→ **Study material**
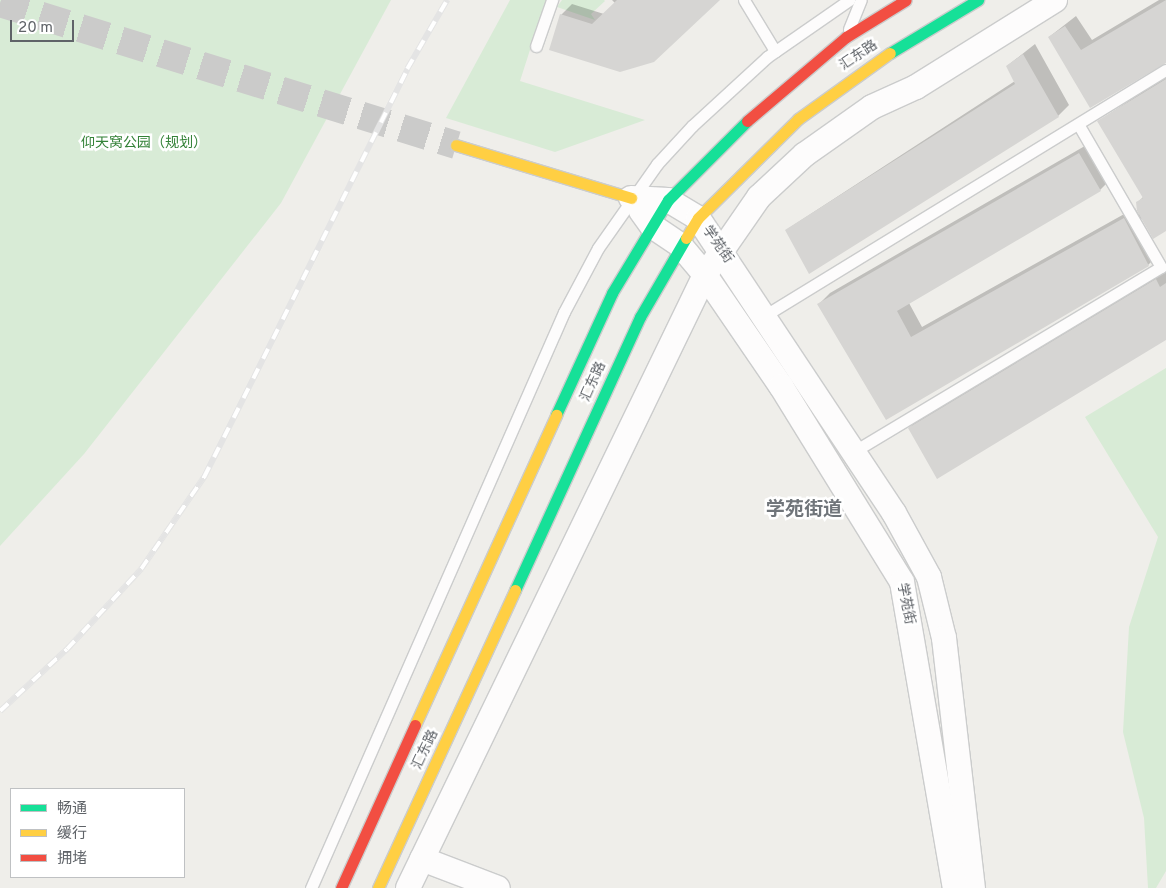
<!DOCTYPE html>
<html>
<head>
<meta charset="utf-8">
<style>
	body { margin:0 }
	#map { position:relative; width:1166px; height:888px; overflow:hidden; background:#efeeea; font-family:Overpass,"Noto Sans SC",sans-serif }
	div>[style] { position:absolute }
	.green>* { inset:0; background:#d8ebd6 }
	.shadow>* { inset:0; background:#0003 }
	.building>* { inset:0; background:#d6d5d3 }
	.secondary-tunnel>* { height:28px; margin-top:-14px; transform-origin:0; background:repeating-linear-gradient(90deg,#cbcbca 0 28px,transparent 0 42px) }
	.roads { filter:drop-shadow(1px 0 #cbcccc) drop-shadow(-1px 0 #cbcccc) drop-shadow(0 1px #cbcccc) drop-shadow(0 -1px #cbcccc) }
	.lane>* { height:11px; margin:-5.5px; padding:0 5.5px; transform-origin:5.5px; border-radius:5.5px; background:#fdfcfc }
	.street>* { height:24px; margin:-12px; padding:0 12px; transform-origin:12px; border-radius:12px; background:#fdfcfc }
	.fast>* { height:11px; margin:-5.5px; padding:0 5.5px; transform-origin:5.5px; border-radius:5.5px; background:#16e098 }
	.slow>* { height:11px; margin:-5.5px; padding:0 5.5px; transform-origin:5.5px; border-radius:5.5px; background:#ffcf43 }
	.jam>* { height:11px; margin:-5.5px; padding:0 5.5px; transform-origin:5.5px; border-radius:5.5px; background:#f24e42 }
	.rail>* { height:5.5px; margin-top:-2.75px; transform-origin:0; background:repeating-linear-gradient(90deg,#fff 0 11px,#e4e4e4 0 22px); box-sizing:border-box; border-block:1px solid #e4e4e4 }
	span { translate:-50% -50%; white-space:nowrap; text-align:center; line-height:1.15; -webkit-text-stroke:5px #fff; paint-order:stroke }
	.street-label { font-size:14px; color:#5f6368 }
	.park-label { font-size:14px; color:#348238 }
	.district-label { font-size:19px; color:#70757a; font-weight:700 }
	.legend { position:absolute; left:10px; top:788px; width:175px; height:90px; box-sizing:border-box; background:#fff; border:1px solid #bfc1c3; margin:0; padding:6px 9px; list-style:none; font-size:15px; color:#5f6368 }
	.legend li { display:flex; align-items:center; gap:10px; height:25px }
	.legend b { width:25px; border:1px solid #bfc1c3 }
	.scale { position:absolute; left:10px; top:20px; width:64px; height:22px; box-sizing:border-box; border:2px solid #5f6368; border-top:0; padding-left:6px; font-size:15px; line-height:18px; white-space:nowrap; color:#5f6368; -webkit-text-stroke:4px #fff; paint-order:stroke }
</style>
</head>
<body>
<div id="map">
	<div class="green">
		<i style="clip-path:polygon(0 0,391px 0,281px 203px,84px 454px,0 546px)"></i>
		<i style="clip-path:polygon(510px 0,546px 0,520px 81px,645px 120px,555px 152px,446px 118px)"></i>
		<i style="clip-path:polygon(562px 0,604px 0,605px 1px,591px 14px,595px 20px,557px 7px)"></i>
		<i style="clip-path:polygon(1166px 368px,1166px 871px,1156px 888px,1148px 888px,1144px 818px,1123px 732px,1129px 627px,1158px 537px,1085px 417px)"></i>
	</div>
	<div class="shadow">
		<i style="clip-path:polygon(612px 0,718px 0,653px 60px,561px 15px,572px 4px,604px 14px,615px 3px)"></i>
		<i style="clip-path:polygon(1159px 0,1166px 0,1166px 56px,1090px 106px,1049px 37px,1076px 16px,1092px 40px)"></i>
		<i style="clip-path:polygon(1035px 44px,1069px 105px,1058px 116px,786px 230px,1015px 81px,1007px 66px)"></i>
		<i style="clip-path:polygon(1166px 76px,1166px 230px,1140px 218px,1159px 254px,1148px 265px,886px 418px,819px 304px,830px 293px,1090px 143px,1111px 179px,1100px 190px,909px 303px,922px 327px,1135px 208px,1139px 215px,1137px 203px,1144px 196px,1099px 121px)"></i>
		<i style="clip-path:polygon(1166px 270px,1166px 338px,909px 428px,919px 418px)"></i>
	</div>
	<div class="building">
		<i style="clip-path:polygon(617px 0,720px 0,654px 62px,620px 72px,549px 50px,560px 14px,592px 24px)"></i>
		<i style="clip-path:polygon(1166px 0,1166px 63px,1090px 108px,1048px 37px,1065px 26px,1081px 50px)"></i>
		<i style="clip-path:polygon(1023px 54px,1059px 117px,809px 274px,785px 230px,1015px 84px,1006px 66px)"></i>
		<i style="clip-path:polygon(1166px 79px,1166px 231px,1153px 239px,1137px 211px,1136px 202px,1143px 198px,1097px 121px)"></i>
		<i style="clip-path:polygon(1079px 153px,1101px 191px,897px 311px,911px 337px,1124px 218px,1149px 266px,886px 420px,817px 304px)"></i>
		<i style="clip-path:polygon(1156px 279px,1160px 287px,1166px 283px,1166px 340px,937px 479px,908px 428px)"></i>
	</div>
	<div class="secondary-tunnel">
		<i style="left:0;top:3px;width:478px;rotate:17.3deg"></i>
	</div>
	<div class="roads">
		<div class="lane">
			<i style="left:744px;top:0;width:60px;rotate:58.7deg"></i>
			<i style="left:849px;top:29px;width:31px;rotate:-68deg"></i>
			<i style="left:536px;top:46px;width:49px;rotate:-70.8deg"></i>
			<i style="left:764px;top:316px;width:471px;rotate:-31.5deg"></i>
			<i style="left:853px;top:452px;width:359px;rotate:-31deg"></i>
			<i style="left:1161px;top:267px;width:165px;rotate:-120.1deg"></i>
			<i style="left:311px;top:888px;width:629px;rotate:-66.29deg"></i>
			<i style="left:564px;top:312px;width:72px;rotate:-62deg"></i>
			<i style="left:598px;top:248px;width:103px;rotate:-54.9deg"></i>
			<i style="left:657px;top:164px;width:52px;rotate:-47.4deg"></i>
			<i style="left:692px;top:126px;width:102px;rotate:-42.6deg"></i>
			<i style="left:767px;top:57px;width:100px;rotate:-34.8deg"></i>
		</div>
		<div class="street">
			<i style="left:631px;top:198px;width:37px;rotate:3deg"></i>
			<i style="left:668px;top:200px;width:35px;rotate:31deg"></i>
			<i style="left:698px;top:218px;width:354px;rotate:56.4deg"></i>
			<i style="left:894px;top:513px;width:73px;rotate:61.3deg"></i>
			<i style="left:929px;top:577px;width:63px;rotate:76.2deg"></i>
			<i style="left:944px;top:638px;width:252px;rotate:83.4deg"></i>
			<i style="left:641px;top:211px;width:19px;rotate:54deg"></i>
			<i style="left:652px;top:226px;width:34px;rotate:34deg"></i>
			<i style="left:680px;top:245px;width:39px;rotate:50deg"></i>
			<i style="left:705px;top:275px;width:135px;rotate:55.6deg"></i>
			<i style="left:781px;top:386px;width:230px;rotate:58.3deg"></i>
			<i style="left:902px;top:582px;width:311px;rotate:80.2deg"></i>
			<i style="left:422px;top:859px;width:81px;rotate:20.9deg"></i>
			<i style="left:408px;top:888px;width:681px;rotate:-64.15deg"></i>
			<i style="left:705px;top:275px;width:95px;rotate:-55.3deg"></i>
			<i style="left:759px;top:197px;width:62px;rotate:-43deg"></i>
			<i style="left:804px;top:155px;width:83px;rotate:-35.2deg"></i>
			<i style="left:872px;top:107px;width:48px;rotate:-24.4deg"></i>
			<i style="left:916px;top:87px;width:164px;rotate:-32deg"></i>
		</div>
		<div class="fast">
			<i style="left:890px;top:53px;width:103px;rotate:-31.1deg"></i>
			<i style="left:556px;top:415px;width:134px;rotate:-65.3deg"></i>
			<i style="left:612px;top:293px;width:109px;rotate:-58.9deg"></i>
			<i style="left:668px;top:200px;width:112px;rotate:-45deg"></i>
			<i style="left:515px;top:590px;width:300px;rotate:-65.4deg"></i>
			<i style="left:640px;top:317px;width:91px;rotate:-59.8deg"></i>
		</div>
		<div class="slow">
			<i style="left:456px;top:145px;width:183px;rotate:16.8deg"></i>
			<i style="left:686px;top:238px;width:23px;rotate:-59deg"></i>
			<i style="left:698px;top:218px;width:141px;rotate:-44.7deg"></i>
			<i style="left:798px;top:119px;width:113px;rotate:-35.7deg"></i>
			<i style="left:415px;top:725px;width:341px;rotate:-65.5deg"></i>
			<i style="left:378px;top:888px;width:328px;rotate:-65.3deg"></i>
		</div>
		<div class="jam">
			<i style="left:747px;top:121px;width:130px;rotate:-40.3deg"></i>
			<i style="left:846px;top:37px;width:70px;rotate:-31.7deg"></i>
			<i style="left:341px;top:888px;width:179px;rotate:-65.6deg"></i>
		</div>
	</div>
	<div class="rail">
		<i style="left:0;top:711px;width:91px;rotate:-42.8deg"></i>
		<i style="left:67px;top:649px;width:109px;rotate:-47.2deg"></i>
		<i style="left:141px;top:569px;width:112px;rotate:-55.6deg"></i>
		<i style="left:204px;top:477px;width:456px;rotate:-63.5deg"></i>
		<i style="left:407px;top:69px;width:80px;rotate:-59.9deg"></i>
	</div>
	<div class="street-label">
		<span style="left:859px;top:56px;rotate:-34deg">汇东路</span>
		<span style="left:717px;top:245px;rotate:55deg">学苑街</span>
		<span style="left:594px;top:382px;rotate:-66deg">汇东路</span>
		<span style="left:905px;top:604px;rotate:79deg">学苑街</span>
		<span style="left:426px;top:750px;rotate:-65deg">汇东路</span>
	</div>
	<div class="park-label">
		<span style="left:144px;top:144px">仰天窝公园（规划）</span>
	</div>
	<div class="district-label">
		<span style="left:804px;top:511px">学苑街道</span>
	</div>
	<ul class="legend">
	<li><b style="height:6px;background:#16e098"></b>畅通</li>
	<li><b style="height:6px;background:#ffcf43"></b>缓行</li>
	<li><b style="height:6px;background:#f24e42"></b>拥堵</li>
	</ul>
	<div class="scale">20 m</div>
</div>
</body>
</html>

→ **Task requirements**
Copy out the range of lines above starting at the line with "transform-origin:5.5px; border-radius:5.5px; background:#fdfcfc" and ending at the line with "width:25px; border:1px solid", exactly and including both.

→ **Solution to this task**
	.lane>* { height:11px; margin:-5.5px; padding:0 5.5px; transform-origin:5.5px; border-radius:5.5px; background:#fdfcfc }
	.street>* { height:24px; margin:-12px; padding:0 12px; transform-origin:12px; border-radius:12px; background:#fdfcfc }
	.fast>* { height:11px; margin:-5.5px; padding:0 5.5px; transform-origin:5.5px; border-radius:5.5px; background:#16e098 }
	.slow>* { height:11px; margin:-5.5px; padding:0 5.5px; transform-origin:5.5px; border-radius:5.5px; background:#ffcf43 }
	.jam>* { height:11px; margin:-5.5px; padding:0 5.5px; transform-origin:5.5px; border-radius:5.5px; background:#f24e42 }
	.rail>* { height:5.5px; margin-top:-2.75px; transform-origin:0; background:repeating-linear-gradient(90deg,#fff 0 11px,#e4e4e4 0 22px); box-sizing:border-box; border-block:1px solid #e4e4e4 }
	span { translate:-50% -50%; white-space:nowrap; text-align:center; line-height:1.15; -webkit-text-stroke:5px #fff; paint-order:stroke }
	.street-label { font-size:14px; color:#5f6368 }
	.park-label { font-size:14px; color:#348238 }
	.district-label { font-size:19px; color:#70757a; font-weight:700 }
	.legend { position:absolute; left:10px; top:788px; width:175px; height:90px; box-sizing:border-box; background:#fff; border:1px solid #bfc1c3; margin:0; padding:6px 9px; list-style:none; font-size:15px; color:#5f6368 }
	.legend li { display:flex; align-items:center; gap:10px; height:25px }
	.legend b { width:25px; border:1px solid #bfc1c3 }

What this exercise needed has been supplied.